The premise is sound enough: TPM is here to stay, and it’s important that we have TPM that is controlled by actual people, and not TPMs that are controlled by the bogeymen.  So far, so good.  Then he starts to conflate a bunch of unrelated things:

Say we try to secure our physical roads by demanding that the state (or a state-like entity) gets to certify the firmware of the devices that cruise its lanes. How would we articulate a policy addressing the devices on our (equally vital) metaphorical roads—with comparable firmware locks for PCs, phones, tablets, and other devices?

After all, the general-purpose network means that MRIs, space-ships, and air-traffic control systems share the “information superhighway” with game consoles, Arduino-linked fart machines, and dodgy voyeur cams sold by spammers from the Pearl River Delta.

And consider avionics and power-station automation.
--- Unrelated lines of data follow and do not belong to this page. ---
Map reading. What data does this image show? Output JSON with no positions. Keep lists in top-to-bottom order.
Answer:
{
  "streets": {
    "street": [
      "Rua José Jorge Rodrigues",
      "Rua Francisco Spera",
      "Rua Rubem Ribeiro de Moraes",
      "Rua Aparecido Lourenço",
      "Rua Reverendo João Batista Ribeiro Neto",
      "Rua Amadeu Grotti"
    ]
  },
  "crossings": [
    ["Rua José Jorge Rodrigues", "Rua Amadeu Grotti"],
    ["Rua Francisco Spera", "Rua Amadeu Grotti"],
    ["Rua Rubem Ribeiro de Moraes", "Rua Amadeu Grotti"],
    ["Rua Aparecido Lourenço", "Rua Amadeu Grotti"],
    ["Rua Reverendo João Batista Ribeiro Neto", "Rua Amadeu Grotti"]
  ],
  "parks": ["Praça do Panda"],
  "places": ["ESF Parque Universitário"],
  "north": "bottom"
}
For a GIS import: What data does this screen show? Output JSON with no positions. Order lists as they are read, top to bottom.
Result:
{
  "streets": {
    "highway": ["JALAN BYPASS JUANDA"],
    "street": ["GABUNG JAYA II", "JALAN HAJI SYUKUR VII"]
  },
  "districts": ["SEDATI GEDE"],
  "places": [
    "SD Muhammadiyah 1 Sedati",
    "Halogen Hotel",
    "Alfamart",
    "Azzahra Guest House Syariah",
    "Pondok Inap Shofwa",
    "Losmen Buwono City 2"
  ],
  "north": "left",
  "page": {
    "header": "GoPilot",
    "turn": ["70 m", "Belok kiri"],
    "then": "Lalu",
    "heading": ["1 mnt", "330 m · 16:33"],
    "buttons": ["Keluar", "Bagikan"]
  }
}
This is a much trickier one. If the FAA mandates a certain firmware for 747s, it’s probably going to want those 747s designed so that it and it alone controls the signing keys for their bootloaders. Likewise, the Nuclear Regulatory Commission will want the final say on the firmware for the reactor piles.

This may be a problem for the same reason that a ban on modifying car firmware is: it establishes the idea that a good way to solve problems is to let “the authorities” control your software.

So he’s constructing the following slope:

  • The bogeymen need to control the nukes, because it’s an obvious safety issue.
  • The bogeymen need to control the planes, because it’s an obvious safety issue.
  • The bogeymen need to control the cars, because it seems like a safety issue.
  • We’re controlling everything else, might as well throw in computers.

No.  The slope’s not slippery.  It’s a sticky slope.

  • Nukes are dangerous.  They’re so scary they’re controlled at the international level with so much paperwork it would make your head spin.
  • Planes are less dangerous.  They’re controlled at the national level.  Some planes are scarier than others and are more regulated than others.  Planes are not held to the same standard of safety as nuclear warheads.
  • Cars are less dangerous.  They’re controlled at the state level.  Your privacy rights in a car are a lot higher than in a plane (see Terry v. Ohio).  Cars are not held to the same standard of safety as planes.
  • Computers are less dangerous.  They’re not really controlled at all.  Your privacy rights on a computer is at the highest possible legal standard (other than perhaps marital privilege).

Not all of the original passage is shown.